Honestly speaking, no one can help you. It is your own battle which you have to win. Your family loves you, support you but these don’t heal the pain. I was in a stage of depression for six months. We all have our own struggles. My perseverance, search for perfection and my patience helped me comeback. 



DA: Did this long gap worry you about your future plans? 


Not at all. Even before Krrish, there was a two-year gap. I want to do things at my own pace. Every creative person has his freedom to do things in his own pace. If you do not allow that, creativity will suffer. Kites was ready for release last year, but Brett Ratner wanted the English version to be released as well. It would be a foolish decision to say No, so we decided to wait for a few more months. That is how, the break got extended. But let me assure my fans that this year there will be two releases of mine -- Kites and Gujarish. Zoya Akhtar’s film will also be ready by the end of 2010. So, in a span of one year, there should be three releases of mine! 



DA: Do you feel that Kites will create an impact on the international market? 


Every film has got its own destiny. When Krrish was made, people believed that a super hero film cannot be successful in Hindi. An Indian hero with a mask and flying high through sky scrapers was not believable. But my dad and I believed in the concept, raised the standard of quality and created a successful film. Similarly, for Kites, Anurag Basu’s, my father’s and my instincts converged and we made this film. We have made an honest film. Dhoom was an honest film. It was mixture of fun, action and lots of masala. Come to the theatre, eat your popcorn, have a blast and go home. In Kites it’s a slice of life which is real and intense, unlike Dhoom. 



DA: What is special about your performance in Kites? 


Before Koi Mil Gaya, all my roles were reference based – I had to see someone and then try to act like him. From Koi Mil Gaya, slowly but steadily, I tried to create my individuality. I always used to try to give shots that would make me feel – ‘Wow! This was unbelievable.’ Over the years and through films like Lakshya, Dhoom and Jodha Akbar, I tried to reach that level. With Kites I feel I have reached that place where every shot I gave for the movie made me happy. 

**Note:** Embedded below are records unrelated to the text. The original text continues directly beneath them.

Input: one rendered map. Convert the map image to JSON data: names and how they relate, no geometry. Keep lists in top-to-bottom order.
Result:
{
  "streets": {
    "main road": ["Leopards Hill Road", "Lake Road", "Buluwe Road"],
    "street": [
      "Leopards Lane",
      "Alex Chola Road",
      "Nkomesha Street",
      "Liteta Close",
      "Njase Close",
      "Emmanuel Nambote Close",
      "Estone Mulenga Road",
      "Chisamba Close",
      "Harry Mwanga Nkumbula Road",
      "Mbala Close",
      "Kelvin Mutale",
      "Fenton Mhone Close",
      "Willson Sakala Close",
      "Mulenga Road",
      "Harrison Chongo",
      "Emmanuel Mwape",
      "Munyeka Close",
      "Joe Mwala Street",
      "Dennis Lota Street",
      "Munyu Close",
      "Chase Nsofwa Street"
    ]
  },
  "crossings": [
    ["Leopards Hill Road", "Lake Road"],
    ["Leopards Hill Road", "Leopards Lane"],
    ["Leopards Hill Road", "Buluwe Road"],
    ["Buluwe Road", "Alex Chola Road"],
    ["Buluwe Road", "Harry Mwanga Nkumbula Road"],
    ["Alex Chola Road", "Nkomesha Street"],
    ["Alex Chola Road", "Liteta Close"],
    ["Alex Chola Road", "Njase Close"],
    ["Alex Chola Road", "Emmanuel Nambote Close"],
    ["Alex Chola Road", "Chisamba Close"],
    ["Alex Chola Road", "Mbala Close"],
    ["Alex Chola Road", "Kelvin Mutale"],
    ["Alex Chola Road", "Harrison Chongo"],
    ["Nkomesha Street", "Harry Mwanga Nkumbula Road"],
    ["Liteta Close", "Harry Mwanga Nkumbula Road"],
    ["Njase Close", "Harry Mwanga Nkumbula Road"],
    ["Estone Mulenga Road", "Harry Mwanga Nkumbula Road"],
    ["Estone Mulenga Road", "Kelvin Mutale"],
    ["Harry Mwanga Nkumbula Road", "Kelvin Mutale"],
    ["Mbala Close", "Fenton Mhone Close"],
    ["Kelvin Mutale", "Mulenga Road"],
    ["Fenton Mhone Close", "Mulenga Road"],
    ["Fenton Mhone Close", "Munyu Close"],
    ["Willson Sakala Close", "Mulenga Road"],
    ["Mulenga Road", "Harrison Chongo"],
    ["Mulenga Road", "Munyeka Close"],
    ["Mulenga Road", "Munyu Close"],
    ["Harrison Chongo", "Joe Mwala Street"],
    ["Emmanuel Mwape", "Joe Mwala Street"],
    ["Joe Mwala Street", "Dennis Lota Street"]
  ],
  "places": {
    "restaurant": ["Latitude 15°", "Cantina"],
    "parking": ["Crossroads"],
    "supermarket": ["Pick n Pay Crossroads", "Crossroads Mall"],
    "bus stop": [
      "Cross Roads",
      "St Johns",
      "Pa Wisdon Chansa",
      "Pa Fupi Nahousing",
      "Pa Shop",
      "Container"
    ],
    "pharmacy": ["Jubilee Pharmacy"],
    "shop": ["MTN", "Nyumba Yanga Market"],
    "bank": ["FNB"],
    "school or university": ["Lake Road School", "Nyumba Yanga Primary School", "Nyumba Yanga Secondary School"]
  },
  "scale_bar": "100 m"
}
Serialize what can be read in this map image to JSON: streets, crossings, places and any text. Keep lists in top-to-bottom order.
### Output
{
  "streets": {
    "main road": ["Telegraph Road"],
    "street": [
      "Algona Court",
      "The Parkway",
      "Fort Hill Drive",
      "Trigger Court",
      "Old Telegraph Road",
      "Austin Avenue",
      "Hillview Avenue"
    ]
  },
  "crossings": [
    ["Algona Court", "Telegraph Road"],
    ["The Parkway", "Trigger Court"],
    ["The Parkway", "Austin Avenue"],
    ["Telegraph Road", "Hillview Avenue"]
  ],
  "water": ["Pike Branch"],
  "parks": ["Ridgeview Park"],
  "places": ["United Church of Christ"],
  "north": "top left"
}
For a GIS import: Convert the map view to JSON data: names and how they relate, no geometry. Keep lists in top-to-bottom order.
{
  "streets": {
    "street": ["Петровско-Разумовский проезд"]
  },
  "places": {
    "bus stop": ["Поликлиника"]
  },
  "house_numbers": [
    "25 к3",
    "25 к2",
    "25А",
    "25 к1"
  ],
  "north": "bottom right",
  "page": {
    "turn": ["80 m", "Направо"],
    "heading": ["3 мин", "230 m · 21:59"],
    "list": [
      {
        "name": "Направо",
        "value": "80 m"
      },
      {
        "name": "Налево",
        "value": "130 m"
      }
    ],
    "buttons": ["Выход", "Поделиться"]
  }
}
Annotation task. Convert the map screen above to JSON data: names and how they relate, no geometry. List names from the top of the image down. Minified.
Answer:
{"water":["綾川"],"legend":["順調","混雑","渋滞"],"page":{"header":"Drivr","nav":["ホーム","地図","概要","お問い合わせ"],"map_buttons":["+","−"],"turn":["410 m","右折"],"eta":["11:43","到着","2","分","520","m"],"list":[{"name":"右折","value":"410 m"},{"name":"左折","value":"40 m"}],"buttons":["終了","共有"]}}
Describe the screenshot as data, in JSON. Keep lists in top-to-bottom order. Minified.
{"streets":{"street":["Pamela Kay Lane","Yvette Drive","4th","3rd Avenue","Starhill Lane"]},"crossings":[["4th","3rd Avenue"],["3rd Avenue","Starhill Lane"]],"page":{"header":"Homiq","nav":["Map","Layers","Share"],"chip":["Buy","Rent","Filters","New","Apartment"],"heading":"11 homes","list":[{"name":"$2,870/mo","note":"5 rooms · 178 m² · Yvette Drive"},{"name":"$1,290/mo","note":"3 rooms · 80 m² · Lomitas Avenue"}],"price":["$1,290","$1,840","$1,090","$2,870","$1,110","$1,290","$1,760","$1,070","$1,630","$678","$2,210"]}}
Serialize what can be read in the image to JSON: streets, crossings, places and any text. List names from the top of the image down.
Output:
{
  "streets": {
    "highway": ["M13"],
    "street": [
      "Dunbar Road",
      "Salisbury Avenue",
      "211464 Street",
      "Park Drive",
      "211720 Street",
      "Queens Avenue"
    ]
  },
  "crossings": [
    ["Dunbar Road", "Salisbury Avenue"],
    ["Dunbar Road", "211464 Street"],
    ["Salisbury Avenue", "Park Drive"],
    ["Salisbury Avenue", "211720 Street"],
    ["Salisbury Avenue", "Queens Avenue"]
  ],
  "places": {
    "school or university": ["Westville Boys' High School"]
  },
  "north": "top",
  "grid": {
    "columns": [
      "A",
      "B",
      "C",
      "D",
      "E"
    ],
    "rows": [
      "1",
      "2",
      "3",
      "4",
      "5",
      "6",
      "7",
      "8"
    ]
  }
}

DA: Is it true that your dad and you had creative differences with Anurag Basu?


If you don’t have differences between a producer, actor and director, it means just one person is thinking and the rest are puppets! We had arguments and discussions, but it was always for the betterment of the film. My dad and I don’t work with egos. It’s not about my thoughts or his thoughts – it is about what is best for the film. Only that will be allowed. 



DA: Barbara Mori and you have been in the news for all sorts of reasons. How was it working with her? 


It was an enlightening experience. Barbara has come from a different part of the world and that taught me a number of things. I had to ask myself the questions which never been asked to me as an actor. Questions like why do you break for dance and music whenever you fall in love in an Indian film? Why can’t the protagonist sing the song instead of a playback? And so on. I think these questions and her creative suggestions helped all of us.